El día es otoñal desde la mañana a la noche. Es un día silencioso, lánguido, húmedo y grisáceo. Es un día de lluvia casi imperceptible, de enormes bolsas hinchadas de humedad que parecen niebla. Las podrías pintar con una brocha gorda con un giro rápido de muñeca. Cuando no aguantan más explotan y dejan escapar moléculas gaseosas de agua que caen suavemente a la tierra. Llueve, pero no lo sientes. Lo sabes porque el suelo está brillante y las hojas ocres se arraciman formando mantos compactos vegetales y resbaladizos. 
Día adormilado, que parece no querer desperezar, ni lo va a hacer. Va a estar acurrucado y envuelto en sí mismo hasta que la noche se lo lleve. Parece haber renunciado a sí mismo y estar pensando en qué aspecto tendrá mañana. 
Me he llenado de fuerza de voluntad para ir a correr venciendo la apatía una vez más. Nadie en el camino con excepción de un par de corredores que miraban extrañados mi pantalón corto, tampoco hace tanto frío. Cómo cuestan los primeros quince minutos hasta que el cuerpo se da por vencido y claudica ante tu insistencia. Entonces, y como sabe que no le queda más remedio, decide flexibilizarse, acompasarse y sufrir así lo menos posible y de esta manera aguantará hasta que sea tu cabeza la que empiece a negar el esfuerzo.  Lo cierto es que luego sientes una gran satisfacción, la de haber vencido a la pereza. Debe de haber alguna reacción química interna que refuerza a algún tipo de sustancia dentro de ti, de lo contrario no le encuentro el sentido. Yo aún no la he identificado. 

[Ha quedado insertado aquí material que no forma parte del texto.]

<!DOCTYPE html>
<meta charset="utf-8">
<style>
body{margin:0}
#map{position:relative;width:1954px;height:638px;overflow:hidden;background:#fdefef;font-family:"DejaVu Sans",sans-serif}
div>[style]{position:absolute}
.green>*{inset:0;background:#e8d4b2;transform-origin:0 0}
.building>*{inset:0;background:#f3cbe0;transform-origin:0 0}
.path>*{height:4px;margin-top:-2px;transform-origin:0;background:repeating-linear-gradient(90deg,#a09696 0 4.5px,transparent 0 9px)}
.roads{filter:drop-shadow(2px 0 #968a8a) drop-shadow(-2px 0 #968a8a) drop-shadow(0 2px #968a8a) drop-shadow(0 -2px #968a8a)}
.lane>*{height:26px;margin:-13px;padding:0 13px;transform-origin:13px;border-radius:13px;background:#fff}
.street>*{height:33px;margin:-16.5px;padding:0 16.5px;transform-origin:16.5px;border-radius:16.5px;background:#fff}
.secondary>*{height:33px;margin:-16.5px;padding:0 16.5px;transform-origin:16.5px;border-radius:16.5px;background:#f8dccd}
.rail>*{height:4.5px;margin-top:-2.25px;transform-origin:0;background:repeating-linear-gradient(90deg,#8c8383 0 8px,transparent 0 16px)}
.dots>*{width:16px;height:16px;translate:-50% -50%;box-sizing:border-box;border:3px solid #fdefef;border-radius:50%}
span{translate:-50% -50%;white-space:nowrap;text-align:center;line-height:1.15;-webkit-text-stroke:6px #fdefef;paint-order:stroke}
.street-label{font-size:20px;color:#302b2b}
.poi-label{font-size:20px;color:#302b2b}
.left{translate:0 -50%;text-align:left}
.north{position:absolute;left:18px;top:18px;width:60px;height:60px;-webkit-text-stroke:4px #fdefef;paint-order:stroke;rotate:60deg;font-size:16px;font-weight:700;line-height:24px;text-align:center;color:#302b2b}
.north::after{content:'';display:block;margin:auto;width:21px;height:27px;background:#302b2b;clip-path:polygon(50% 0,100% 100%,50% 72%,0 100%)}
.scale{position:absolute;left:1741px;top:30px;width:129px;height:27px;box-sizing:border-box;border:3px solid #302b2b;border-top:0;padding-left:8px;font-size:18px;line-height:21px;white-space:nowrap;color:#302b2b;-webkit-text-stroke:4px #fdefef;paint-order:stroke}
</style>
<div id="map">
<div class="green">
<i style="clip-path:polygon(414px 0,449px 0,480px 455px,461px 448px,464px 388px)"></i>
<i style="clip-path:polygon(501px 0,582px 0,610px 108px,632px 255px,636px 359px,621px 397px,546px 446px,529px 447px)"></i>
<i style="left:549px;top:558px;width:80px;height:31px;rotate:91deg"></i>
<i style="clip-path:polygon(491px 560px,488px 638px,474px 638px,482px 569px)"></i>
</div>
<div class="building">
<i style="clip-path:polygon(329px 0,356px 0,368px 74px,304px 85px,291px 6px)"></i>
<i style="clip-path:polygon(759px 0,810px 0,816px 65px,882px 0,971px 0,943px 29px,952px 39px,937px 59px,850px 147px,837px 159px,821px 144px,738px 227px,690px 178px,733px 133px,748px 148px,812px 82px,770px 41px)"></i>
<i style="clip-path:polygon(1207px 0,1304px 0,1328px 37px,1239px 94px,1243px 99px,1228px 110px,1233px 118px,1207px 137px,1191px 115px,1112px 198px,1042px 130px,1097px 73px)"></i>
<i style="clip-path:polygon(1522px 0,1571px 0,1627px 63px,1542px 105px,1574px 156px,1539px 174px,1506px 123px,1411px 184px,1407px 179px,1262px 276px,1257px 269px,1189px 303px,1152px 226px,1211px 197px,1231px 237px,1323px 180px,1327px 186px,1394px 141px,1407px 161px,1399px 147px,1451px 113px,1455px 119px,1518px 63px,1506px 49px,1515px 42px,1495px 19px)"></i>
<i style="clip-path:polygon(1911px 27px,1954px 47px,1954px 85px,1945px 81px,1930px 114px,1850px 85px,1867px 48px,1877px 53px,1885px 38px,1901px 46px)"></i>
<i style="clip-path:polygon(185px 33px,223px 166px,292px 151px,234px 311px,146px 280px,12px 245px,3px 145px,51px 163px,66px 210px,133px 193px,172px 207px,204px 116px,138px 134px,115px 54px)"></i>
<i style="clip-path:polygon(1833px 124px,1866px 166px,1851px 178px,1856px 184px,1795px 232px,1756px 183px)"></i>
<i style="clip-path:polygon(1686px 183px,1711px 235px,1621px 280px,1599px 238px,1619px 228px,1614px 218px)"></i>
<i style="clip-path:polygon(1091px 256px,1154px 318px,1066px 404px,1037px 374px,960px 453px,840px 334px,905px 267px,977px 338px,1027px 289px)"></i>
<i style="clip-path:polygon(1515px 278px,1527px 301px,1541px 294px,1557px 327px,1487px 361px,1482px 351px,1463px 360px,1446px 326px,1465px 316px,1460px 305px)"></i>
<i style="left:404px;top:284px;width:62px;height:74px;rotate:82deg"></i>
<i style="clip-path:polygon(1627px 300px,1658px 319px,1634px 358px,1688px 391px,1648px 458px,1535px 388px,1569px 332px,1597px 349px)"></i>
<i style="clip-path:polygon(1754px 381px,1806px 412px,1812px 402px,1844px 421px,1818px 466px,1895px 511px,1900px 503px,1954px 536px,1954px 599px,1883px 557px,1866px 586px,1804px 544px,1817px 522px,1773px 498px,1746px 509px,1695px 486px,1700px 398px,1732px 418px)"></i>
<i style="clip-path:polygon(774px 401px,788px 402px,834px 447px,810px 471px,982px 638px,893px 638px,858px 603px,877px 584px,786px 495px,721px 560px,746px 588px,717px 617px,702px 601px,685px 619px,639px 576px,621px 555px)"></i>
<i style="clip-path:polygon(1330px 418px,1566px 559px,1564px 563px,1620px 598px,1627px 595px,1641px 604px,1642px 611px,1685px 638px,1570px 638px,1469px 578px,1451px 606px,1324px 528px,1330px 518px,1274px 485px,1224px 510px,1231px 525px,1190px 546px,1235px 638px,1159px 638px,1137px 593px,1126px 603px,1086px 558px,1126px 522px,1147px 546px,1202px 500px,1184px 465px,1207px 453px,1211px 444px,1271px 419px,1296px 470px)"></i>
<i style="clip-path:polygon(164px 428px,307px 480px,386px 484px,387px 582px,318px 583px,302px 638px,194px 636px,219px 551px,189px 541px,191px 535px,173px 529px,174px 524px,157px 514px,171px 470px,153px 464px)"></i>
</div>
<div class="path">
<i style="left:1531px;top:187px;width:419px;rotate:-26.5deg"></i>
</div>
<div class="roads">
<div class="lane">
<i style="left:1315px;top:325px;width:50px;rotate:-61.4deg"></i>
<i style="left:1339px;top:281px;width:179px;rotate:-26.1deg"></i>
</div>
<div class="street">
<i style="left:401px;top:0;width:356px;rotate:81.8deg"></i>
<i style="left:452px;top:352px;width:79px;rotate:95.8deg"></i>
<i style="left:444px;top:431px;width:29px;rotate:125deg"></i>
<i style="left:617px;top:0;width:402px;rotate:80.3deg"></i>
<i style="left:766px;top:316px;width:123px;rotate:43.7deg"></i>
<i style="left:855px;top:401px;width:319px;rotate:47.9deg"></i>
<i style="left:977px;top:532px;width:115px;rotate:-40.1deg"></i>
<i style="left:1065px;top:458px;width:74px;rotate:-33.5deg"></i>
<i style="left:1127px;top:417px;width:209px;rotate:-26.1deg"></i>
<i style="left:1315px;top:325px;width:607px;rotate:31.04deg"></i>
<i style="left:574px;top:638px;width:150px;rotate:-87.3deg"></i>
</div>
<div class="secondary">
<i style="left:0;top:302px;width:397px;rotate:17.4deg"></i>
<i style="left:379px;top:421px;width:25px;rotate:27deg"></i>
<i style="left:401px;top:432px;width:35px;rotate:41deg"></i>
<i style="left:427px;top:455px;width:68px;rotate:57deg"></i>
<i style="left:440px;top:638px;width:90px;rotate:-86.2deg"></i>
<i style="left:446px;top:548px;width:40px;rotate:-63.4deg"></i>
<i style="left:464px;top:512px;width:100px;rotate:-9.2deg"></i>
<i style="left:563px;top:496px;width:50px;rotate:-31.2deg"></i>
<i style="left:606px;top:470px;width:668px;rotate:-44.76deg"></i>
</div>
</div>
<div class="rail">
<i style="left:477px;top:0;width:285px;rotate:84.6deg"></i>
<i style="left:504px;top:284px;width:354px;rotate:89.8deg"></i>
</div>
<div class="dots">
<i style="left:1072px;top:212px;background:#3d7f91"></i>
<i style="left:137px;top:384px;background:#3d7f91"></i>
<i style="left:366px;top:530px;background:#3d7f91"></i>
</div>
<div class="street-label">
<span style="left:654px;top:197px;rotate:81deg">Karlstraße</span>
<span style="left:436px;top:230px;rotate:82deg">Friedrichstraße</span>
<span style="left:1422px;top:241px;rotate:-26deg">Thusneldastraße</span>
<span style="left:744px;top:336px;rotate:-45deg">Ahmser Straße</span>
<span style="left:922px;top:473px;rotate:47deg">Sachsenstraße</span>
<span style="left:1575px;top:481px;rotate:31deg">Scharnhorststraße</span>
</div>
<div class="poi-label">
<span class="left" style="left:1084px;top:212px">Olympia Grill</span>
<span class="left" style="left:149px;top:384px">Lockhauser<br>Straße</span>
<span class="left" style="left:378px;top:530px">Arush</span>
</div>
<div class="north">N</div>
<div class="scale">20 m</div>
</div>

Sudado y con mis prendas de corredor me marcho al supermercado. Me lo recorro de memoria, sé dónde se encuentra cada producto que busco, aunque de vez en cuando trastocan ese orden supongo que para hacerte pensar o para que veas otros artículos en los que no te fijas habitualmente o a lo mejor para que interacciones con los empleados y les preguntes por las nuevas ubicaciones. No me hacen picar, simplemente me cabrean. 
Mi jornada exterior acabará con un vinito, después de ducharme, en el bar de la localidad. No sé por qué lo hago. No es por el vino, pues podría tomarlo en casa. Supongo que es una especie de gesto de socialización, una forma de integrarme en algo que podríamos denominar comunidad, o quizás para estar al día o a lo mejor para verificar que nada ocurre y que todo sigue en su sitio o, quién sabe, para advertir que sigo por aquí a la comunidad que, sin duda, me identifica, como yo identifico a los miembros que la conforman. 
Se va el día en silencio, simplemente extinguiéndose, con la sensación que me persigue siempre de tener que estar haciendo algo o al menos intentándolo. Pero me limito a las rutinas propias de la subsistencia y aun así se me convierten en tareas titánicas. Me río de la situación, me pregunto si será así hasta el final, si habré de cargar con esta situación de aquí en adelante. Y tampoco es que me importe, pero me gustaría saber si estoy en lo cierto, simplemente para acomodarme a ello. Sobre todo acomodar mi cabeza, pues ambos, mi cabeza y el cuerpo, andan un poco descompasados. Uno quiere hacer cosas y el otro le dice ¿pero, de qué vas? Un drama. Vuelvo a reírme.